Figures 1A and 1B report incidence rates of specific cancers in 2008-2012 and 1995-1998 in HCMC by sex. Among men, the 3 most common cancers are lung, liver, and stomach cancer; the incidence of the 2 latter cancers decreased remarkably during the 2 time periods, whereas that of lung cancer remained stable. Among women, a remarkable shift took place in the period under study. Cervical cancer was the most common cancer in 1995-1998, but it was reduced by half in 2008-2012. The incidence of breast cancer increased by 76%, and this was the most common cancer in women in 2008-2012. The incidence of stomach and liver cancer decreased in both sexes.

FIG 1.

FIG 1

(A) Incidence rates (per 100,000) of specific cancers in men in 2008-2012 and 1995-1998 in Ho Chi Minh City. (B) Incidence rates (per 100,000) of specific cancers in women in 2008-2012 and 1995-1998 in Ho Chi Minh City.

The overall incidence of cancer in Hanoi during 1993-1997 was 151.7 per 100,000 in men and 99.1 per 100,000 in women (6% higher than in HCMC in the same period in men and 9% lower in women).

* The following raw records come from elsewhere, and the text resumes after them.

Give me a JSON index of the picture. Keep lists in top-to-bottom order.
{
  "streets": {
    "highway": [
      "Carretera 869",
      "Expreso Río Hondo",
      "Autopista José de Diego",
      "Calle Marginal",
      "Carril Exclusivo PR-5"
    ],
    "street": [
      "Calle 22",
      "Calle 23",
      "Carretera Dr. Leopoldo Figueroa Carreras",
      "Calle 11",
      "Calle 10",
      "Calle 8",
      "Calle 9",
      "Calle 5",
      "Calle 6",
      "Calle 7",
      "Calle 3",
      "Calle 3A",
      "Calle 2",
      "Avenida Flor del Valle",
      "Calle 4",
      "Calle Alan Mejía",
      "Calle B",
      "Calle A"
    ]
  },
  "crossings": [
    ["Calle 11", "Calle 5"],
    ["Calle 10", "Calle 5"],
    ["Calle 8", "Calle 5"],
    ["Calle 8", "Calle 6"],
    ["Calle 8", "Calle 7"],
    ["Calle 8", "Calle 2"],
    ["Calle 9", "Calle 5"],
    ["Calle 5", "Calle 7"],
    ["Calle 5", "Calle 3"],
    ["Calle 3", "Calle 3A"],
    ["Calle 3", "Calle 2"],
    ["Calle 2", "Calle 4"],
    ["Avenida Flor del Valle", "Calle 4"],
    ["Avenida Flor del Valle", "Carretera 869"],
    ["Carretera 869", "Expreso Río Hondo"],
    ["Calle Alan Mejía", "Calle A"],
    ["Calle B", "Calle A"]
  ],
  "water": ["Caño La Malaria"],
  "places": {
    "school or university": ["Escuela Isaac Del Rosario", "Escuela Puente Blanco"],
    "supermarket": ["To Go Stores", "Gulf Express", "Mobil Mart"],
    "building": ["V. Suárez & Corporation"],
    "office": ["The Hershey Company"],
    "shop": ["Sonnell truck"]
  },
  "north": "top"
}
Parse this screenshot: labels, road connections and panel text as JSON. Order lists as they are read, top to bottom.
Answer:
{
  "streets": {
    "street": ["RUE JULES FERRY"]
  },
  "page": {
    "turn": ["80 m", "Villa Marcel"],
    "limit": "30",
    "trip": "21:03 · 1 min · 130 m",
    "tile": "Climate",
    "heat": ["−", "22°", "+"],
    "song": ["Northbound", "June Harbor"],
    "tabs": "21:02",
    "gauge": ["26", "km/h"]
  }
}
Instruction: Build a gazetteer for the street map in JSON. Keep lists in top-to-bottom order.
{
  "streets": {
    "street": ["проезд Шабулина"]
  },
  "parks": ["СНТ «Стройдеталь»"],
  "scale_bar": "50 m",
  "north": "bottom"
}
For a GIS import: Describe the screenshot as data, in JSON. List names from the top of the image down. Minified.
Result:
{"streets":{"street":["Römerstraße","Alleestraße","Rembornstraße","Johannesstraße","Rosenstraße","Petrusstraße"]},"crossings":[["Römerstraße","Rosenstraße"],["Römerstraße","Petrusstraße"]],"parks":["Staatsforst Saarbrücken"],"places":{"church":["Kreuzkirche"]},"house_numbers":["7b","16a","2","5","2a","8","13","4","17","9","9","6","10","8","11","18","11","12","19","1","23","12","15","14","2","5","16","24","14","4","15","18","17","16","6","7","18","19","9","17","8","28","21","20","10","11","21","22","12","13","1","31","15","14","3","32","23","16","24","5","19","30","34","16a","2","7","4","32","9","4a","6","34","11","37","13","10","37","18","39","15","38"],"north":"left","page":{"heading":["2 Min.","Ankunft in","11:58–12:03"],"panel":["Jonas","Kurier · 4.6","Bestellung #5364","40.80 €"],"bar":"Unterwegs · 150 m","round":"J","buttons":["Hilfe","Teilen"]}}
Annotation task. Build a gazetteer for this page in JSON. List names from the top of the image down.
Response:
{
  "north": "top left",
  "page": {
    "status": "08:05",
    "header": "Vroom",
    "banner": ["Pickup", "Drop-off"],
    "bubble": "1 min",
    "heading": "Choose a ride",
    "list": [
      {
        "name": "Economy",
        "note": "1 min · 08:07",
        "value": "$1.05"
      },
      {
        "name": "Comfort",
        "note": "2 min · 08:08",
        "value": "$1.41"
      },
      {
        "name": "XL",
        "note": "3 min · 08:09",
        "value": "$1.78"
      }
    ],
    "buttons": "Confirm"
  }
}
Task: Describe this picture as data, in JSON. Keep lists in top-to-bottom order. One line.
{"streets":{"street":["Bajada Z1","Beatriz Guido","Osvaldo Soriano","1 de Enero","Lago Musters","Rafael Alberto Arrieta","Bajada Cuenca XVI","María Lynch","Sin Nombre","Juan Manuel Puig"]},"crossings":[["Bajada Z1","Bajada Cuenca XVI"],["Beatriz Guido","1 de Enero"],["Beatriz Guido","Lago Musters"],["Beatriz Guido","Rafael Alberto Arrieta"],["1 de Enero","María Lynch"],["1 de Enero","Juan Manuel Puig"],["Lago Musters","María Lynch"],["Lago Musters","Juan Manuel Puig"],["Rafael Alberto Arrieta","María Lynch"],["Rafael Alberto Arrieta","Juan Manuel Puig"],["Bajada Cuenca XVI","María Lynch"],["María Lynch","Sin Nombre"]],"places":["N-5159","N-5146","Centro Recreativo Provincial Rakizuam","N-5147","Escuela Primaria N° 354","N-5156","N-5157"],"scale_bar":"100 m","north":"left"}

The incidence of lung cancer in men was 28% higher in Hanoi than in HCMC, whereas the incidence of liver cancer was 26% lower. Among women, the incidence of breast cancer was 54% higher in Hanoi than in HCMC, that of cervical cancer was 42% lower, and that of lung cancer was 4% lower (data not shown).

The estimated number of cancers in 2018 in Vietnam was 164,671 (55% in men). The estimated number of cancer deaths was 114,871 (62% in men), and the number of 5-year prevalent cases of cancer was 300,033 (Table 2). The top 5 causes of cancer death in 2018 were liver cancer (25,404 estimated deaths, 22.1% of the total), lung cancer (20,710 deaths, 18.0%), stomach cancer (15,065 deaths, 13.1%), breast cancer (6,103 deaths, 5.3%), and leukemia (4,923 deaths, 4.3%; data not shown).

TABLE 2.

Estimated Number of Incident Cancers, Cancer Deaths, and 5-Year Prevalent Cancers in Vietnam, 2018, by Sex (Globocan 2018)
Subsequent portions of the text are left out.